> Directions for this task:
Which lines of the data contain the string "currentColor"? Show each of them.

> Exercise inputs:
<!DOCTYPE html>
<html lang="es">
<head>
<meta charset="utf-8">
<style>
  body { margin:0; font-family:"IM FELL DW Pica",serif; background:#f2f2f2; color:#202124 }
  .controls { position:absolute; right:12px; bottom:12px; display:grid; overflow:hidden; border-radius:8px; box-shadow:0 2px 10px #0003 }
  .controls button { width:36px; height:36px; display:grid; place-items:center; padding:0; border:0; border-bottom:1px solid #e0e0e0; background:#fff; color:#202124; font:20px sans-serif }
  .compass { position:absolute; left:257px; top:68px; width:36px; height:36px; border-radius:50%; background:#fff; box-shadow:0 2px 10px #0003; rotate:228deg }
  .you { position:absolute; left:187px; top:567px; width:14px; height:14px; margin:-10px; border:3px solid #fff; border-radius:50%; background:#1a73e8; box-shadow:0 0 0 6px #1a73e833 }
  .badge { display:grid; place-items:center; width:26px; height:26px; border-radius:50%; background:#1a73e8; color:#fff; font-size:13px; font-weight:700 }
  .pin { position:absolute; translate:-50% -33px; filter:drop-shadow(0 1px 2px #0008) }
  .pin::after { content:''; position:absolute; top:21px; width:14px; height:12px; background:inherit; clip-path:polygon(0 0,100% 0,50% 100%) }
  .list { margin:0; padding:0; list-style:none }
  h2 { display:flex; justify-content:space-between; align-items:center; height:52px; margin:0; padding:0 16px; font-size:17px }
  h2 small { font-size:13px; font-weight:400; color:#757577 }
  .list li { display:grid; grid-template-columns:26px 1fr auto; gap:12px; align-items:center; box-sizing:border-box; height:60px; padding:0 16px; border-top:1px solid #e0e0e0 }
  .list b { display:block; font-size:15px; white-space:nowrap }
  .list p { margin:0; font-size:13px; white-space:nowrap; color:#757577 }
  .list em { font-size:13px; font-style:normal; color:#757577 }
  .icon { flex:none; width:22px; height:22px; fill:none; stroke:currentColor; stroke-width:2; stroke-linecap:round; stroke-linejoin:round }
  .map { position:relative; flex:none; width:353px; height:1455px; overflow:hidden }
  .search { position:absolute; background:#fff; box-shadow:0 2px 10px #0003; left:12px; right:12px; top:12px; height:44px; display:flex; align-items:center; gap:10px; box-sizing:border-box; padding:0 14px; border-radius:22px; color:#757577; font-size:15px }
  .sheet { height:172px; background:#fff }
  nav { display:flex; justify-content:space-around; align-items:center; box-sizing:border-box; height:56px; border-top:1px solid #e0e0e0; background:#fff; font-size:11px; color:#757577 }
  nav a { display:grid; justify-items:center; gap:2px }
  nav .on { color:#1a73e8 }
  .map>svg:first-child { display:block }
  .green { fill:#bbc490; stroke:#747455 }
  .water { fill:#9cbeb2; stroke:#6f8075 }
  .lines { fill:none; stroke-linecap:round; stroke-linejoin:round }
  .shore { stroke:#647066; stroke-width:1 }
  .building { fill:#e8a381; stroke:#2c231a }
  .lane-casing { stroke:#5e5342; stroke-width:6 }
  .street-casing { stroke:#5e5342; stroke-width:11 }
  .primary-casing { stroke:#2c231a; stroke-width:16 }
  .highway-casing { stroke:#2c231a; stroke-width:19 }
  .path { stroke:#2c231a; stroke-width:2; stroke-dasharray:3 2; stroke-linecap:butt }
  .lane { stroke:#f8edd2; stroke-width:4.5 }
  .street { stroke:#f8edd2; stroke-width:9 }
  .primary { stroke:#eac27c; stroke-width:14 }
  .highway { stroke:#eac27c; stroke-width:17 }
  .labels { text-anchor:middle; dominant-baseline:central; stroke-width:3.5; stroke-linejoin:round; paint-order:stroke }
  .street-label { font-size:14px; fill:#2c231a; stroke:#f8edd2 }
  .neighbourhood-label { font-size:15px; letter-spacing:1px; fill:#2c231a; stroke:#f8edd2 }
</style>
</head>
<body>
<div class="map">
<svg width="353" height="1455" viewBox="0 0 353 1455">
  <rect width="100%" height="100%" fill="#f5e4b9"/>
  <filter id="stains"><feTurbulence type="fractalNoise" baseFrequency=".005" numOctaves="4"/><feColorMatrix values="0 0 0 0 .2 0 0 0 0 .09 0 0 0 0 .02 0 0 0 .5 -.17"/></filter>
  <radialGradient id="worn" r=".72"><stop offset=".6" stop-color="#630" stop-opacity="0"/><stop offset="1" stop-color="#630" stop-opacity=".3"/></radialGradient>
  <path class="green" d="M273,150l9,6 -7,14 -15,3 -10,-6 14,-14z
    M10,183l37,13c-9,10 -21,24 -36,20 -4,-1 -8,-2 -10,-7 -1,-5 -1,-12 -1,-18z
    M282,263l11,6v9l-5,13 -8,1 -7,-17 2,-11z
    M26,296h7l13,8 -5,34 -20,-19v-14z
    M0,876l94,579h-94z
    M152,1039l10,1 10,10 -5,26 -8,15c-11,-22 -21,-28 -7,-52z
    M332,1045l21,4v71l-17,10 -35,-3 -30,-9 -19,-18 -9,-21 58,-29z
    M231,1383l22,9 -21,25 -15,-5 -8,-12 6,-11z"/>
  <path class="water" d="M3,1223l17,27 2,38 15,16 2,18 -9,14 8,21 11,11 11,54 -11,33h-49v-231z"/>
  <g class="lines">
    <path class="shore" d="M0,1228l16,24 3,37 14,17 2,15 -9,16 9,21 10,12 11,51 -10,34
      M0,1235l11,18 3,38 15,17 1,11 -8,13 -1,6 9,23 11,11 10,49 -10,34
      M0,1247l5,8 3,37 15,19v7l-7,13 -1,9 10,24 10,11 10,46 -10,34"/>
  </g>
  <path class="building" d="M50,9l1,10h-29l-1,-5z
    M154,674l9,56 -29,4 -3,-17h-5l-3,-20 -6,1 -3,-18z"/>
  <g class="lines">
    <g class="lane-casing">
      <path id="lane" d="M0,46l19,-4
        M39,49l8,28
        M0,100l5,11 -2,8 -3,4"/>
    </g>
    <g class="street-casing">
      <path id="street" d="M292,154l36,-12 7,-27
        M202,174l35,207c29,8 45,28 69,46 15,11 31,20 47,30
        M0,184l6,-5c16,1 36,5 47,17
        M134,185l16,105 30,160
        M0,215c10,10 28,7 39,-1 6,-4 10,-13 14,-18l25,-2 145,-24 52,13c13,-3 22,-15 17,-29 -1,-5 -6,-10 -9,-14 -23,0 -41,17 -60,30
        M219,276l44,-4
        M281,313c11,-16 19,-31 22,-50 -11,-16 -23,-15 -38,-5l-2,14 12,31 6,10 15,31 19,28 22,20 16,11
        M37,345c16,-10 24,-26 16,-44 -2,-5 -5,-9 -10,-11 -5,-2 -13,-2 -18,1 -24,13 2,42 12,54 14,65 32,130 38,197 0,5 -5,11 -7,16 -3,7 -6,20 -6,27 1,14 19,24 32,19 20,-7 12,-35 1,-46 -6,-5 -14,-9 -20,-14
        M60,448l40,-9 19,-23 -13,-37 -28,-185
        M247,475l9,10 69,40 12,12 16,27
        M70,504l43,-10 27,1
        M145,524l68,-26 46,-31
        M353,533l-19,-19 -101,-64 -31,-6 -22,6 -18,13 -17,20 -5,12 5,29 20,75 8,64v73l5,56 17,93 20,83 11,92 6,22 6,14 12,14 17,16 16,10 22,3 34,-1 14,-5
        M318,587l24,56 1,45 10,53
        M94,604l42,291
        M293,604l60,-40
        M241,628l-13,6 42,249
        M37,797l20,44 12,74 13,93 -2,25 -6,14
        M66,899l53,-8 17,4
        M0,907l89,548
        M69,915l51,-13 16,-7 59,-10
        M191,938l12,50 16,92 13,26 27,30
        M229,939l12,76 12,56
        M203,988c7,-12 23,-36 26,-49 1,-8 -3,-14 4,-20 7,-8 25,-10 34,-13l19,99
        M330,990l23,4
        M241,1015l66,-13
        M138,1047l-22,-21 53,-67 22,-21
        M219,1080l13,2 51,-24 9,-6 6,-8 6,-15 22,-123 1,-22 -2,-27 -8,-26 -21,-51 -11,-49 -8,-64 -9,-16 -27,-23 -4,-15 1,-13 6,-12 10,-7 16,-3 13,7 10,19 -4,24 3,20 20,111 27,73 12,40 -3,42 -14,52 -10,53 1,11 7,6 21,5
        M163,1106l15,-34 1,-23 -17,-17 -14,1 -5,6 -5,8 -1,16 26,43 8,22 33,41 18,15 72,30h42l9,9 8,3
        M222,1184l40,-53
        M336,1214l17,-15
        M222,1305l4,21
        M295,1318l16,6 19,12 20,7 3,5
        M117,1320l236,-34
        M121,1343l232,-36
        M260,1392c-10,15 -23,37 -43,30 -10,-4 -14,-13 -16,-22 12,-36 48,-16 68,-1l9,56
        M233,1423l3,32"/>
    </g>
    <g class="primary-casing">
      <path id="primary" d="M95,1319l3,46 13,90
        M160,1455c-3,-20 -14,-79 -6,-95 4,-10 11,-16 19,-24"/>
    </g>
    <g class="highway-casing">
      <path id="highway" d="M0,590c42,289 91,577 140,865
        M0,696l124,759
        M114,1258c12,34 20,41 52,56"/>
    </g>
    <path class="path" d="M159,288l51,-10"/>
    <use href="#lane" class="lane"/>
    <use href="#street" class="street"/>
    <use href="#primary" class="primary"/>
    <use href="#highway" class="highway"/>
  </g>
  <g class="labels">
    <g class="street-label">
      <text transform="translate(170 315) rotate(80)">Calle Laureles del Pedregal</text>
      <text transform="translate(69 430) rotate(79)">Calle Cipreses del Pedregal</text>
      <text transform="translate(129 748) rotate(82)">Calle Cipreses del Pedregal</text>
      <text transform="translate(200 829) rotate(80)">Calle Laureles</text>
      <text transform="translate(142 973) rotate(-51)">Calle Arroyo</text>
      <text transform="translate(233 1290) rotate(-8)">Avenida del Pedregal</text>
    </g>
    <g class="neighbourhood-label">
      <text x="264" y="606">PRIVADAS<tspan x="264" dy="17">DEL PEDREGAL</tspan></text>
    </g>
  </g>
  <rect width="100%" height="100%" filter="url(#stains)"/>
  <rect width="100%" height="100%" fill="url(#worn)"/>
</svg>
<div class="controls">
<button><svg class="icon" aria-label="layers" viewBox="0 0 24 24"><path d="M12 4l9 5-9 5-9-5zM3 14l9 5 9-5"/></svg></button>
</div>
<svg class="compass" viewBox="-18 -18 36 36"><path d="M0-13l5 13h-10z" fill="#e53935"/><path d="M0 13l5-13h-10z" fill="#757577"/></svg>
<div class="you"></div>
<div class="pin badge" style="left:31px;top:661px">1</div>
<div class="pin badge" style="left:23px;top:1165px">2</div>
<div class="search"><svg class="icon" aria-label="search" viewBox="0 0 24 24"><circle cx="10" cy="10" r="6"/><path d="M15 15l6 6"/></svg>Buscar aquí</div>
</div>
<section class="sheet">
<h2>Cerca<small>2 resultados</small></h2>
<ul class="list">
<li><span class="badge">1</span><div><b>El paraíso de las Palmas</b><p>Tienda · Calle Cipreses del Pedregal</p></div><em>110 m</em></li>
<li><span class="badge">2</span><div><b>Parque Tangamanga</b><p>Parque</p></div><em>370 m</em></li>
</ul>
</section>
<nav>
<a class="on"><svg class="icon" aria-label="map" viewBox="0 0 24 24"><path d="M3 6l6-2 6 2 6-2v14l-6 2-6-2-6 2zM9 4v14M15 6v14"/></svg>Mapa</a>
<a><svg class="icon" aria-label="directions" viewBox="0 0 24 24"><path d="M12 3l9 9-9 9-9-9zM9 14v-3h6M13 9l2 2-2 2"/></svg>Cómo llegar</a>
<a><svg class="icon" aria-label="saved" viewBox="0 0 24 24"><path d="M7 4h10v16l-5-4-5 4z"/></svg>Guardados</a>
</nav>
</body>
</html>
==
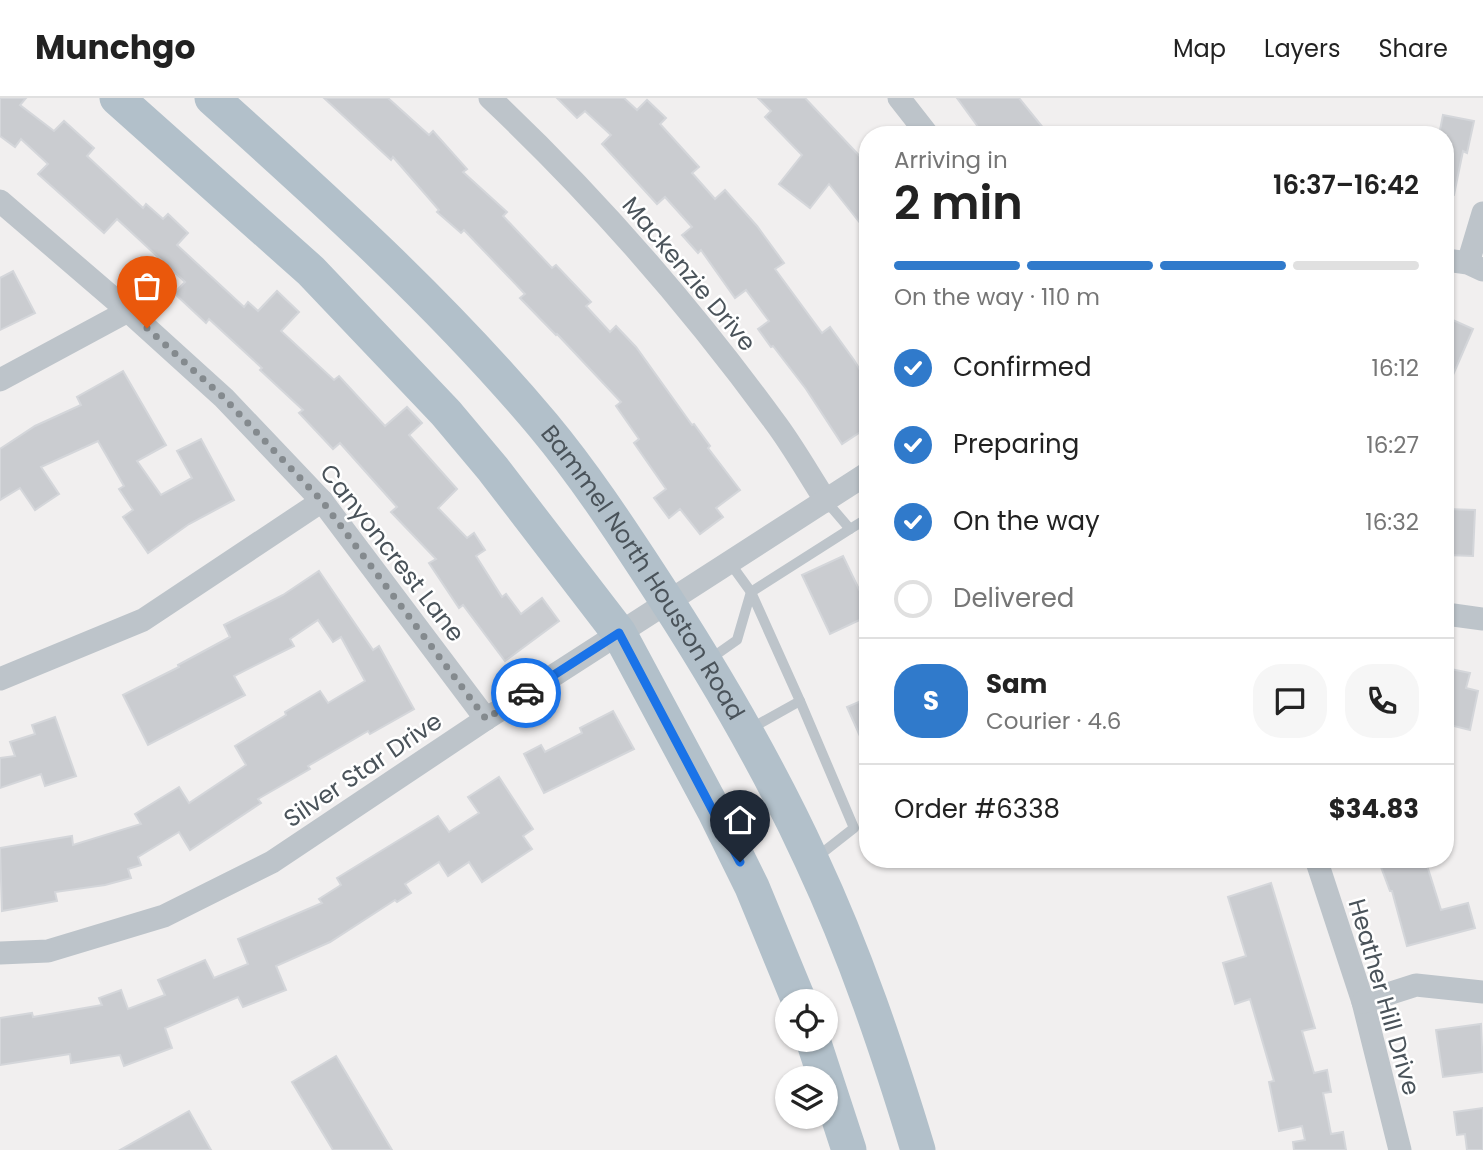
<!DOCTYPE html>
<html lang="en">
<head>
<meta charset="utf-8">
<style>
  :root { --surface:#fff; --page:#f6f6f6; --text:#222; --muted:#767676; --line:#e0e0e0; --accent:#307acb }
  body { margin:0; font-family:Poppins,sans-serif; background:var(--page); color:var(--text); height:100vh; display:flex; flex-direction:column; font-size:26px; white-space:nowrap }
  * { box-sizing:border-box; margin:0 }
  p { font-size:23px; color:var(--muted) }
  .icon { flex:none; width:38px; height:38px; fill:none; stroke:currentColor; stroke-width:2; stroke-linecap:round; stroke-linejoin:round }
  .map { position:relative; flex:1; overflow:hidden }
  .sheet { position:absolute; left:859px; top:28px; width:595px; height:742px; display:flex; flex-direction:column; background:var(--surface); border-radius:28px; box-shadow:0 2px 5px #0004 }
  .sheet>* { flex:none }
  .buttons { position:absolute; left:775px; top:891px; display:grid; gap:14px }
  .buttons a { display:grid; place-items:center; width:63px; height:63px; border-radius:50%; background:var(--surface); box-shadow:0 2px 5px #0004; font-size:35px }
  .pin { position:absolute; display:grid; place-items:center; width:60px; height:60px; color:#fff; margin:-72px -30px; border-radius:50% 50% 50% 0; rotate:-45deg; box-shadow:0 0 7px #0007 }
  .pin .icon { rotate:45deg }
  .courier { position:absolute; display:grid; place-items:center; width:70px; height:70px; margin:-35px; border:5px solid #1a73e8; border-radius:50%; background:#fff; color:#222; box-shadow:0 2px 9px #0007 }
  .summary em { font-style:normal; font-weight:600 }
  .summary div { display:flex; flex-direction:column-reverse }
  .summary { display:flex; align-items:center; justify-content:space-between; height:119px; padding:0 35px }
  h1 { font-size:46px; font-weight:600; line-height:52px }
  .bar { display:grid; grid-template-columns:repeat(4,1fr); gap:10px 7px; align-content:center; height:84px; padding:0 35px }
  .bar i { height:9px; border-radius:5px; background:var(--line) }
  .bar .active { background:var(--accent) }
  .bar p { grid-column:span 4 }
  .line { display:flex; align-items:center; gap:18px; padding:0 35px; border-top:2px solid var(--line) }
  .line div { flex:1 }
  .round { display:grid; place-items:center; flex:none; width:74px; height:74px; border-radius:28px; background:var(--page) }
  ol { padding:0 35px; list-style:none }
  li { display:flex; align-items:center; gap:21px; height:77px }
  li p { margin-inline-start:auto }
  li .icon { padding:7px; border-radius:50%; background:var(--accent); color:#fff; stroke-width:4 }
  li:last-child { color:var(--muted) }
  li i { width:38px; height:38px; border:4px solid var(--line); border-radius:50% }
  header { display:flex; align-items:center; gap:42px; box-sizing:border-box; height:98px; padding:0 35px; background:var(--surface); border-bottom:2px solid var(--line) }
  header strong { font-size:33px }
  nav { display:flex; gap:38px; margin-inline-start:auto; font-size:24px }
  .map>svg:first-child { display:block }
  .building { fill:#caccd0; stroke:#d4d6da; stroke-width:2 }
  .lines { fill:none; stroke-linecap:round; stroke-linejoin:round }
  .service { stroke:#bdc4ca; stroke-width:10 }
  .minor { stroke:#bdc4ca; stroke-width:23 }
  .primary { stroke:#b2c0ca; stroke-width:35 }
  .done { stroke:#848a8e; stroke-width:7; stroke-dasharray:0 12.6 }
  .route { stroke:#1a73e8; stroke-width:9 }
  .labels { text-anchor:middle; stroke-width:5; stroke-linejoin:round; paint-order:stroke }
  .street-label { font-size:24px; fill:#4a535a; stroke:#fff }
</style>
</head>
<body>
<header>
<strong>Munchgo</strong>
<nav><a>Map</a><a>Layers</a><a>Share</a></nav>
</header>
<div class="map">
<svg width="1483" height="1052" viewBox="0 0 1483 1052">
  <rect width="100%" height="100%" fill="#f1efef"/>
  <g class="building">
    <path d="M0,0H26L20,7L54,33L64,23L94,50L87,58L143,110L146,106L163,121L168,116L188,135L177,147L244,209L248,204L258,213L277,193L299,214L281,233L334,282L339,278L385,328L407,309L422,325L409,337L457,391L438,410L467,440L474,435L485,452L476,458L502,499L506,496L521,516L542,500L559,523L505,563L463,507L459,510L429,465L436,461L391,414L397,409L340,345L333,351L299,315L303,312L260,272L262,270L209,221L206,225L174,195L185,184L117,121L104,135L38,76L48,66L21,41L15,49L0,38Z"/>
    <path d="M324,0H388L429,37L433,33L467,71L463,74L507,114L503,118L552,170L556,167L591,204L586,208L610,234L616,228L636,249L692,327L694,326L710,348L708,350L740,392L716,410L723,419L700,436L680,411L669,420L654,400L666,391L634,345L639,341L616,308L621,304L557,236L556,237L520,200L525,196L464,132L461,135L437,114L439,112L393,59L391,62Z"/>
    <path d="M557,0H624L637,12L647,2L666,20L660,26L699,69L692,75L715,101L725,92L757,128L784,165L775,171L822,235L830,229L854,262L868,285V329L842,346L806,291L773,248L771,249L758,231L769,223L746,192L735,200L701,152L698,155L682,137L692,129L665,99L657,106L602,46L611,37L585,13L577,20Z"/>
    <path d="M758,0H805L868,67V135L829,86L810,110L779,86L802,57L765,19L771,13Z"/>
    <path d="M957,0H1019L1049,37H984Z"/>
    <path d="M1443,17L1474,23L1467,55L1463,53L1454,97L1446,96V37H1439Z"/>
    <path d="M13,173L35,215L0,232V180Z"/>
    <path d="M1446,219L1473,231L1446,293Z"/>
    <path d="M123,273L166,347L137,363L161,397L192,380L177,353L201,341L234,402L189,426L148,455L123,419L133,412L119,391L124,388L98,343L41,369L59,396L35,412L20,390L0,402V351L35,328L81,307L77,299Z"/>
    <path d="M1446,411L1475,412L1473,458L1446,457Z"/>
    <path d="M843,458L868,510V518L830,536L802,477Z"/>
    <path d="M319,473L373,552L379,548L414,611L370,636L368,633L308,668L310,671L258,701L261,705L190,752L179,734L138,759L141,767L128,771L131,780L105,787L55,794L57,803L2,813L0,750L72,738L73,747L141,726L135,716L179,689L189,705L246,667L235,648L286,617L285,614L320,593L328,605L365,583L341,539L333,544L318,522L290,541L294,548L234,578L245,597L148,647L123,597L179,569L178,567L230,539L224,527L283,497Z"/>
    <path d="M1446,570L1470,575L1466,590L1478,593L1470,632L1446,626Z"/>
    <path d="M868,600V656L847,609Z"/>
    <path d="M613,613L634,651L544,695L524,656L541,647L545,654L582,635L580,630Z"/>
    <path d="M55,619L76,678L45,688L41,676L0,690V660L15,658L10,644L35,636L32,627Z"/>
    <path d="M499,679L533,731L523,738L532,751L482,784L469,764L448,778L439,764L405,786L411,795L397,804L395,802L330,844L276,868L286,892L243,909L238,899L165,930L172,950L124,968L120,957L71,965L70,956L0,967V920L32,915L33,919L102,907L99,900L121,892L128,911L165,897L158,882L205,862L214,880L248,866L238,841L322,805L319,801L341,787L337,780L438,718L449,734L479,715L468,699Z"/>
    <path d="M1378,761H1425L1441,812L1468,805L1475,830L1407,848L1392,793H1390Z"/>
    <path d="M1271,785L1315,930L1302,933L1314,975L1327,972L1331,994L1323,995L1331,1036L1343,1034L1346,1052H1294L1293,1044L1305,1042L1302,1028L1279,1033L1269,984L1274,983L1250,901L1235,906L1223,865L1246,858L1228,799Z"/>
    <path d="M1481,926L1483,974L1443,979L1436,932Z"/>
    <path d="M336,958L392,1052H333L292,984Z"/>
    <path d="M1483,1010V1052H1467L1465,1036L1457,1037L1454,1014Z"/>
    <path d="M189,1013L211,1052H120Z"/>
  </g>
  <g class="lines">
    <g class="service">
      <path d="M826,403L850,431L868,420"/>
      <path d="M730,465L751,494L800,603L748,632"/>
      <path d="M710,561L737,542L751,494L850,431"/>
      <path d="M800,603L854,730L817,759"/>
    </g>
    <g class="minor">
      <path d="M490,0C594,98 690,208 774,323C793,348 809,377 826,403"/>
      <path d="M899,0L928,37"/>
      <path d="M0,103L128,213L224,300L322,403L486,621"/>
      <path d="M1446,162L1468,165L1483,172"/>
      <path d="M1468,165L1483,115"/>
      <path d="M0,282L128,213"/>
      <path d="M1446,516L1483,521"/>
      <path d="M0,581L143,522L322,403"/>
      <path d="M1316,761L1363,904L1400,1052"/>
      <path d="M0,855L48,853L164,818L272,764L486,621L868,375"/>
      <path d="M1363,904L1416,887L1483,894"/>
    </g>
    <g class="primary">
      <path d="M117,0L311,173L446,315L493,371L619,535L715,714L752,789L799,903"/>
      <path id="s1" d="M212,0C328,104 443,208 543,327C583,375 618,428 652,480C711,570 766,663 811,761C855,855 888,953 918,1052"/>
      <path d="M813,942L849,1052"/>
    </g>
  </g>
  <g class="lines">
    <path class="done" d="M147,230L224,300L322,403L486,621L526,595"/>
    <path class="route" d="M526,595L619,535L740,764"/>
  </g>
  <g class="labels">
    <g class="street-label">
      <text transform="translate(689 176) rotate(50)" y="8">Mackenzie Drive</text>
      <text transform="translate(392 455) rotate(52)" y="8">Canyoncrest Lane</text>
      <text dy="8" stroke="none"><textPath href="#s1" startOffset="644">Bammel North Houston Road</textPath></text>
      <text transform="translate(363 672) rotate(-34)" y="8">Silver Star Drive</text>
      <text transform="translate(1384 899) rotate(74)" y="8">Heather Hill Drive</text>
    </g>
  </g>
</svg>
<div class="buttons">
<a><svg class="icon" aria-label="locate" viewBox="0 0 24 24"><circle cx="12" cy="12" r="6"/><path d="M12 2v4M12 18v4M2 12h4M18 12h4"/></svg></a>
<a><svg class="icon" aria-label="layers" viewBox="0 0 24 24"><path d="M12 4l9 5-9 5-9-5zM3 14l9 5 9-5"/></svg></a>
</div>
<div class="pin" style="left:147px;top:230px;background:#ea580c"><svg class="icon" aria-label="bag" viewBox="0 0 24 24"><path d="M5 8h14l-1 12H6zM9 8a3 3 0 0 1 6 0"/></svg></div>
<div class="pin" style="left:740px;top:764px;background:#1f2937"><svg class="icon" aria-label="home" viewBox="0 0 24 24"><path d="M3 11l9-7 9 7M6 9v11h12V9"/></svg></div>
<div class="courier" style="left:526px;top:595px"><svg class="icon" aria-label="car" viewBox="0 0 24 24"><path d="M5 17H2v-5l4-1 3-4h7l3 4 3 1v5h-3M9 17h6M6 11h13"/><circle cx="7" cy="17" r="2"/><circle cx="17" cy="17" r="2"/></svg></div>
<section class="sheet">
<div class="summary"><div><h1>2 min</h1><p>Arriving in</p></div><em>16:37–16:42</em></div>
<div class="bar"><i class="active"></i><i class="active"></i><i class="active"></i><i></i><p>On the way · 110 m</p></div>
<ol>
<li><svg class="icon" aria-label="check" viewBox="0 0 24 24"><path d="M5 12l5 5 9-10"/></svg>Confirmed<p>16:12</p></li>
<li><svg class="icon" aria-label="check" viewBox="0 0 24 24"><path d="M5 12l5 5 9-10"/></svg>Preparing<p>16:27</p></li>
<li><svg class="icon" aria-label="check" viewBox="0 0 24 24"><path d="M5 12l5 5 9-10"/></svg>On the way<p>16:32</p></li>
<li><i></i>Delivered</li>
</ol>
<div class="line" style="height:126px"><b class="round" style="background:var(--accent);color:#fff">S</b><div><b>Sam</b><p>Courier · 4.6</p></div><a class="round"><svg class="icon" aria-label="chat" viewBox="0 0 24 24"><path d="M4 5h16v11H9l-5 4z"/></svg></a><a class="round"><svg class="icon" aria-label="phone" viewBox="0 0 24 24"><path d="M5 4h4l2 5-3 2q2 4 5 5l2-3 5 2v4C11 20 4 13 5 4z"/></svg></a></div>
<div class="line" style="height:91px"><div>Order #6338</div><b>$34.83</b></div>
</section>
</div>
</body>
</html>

> Exercise response:
  .icon { flex:none; width:22px; height:22px; fill:none; stroke:currentColor; stroke-width:2; stroke-linecap:round; stroke-linejoin:round }
  .icon { flex:none; width:38px; height:38px; fill:none; stroke:currentColor; stroke-width:2; stroke-linecap:round; stroke-linejoin:round }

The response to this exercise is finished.